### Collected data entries
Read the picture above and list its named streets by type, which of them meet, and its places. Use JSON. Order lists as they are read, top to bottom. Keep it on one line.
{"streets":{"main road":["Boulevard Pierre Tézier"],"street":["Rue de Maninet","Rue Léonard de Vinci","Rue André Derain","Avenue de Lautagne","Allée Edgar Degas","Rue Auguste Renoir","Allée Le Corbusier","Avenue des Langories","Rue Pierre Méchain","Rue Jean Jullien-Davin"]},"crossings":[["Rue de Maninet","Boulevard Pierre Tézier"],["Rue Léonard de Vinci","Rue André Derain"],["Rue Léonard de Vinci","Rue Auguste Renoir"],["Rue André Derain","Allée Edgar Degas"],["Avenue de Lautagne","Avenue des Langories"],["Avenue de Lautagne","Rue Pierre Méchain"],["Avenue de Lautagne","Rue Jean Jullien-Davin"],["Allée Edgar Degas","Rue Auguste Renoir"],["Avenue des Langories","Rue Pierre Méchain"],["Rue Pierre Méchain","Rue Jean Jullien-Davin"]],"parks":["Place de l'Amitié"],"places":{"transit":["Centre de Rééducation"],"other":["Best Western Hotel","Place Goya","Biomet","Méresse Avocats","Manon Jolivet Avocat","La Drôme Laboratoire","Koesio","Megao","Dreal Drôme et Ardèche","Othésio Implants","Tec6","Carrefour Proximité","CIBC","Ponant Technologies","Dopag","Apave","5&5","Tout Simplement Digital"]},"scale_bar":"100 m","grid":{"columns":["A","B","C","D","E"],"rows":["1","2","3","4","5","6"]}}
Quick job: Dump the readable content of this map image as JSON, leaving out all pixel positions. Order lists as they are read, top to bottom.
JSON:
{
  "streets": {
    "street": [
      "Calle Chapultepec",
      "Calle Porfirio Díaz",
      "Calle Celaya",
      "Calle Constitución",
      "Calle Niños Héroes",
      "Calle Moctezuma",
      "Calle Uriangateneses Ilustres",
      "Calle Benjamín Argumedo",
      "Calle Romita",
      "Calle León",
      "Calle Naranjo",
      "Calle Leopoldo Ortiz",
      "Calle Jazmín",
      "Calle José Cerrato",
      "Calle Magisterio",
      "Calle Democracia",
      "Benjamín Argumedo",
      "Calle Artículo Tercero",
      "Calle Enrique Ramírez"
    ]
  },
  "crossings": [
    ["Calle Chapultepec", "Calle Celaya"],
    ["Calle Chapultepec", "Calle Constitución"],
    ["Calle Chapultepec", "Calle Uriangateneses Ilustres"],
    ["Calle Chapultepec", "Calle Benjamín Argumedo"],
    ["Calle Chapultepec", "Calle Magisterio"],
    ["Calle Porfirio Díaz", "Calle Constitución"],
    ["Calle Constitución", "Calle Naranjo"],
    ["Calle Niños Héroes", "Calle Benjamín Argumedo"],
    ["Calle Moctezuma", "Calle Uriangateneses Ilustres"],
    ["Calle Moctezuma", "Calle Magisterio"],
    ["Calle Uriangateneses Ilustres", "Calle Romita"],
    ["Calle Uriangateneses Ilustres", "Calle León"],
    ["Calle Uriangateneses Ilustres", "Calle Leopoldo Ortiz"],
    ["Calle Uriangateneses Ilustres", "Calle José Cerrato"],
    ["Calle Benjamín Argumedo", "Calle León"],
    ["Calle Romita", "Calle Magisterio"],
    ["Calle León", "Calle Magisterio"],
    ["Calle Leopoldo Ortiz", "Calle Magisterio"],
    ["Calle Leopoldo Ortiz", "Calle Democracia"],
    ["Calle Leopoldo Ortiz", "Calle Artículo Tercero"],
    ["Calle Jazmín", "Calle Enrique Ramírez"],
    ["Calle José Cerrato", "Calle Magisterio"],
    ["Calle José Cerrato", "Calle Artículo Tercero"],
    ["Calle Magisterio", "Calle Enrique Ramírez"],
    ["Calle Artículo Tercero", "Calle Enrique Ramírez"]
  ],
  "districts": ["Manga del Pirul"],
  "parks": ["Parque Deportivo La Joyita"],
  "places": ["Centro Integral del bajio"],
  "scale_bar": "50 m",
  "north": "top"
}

### TASK TO CARRY OUT
Work out how many lines in the preceding data include the word "Ramírez". State only that number.

### TASK SOLUTION
4